Exercise aim: Scan the entries below line by line and state how many lines contain the string "КОРОСТЕЛЁВЫХ", giving only the number.

Data to process:
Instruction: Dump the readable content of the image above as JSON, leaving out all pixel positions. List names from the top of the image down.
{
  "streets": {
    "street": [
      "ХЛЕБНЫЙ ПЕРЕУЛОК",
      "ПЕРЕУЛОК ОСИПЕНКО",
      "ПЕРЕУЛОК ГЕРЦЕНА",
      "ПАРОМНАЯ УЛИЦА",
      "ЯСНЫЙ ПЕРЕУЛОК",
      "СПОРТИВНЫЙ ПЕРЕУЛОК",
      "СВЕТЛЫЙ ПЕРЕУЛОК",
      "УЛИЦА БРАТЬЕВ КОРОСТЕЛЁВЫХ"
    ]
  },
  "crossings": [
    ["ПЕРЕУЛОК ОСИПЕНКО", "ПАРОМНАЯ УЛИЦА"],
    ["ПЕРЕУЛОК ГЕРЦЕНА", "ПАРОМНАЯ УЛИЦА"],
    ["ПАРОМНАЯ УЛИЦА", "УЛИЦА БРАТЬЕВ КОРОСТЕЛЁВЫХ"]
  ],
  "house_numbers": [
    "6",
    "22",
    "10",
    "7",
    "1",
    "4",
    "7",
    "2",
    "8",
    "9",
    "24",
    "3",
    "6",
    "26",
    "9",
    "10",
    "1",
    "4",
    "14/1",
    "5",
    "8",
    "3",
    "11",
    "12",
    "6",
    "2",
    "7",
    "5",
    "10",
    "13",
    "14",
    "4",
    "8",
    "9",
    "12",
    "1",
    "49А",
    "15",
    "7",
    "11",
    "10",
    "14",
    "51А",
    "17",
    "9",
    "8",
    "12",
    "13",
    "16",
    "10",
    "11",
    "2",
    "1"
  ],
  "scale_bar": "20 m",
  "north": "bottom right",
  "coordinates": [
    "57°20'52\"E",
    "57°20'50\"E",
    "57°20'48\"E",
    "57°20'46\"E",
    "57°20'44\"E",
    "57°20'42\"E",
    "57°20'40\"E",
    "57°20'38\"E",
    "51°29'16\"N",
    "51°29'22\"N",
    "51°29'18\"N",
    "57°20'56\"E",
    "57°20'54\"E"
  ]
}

Solution: 2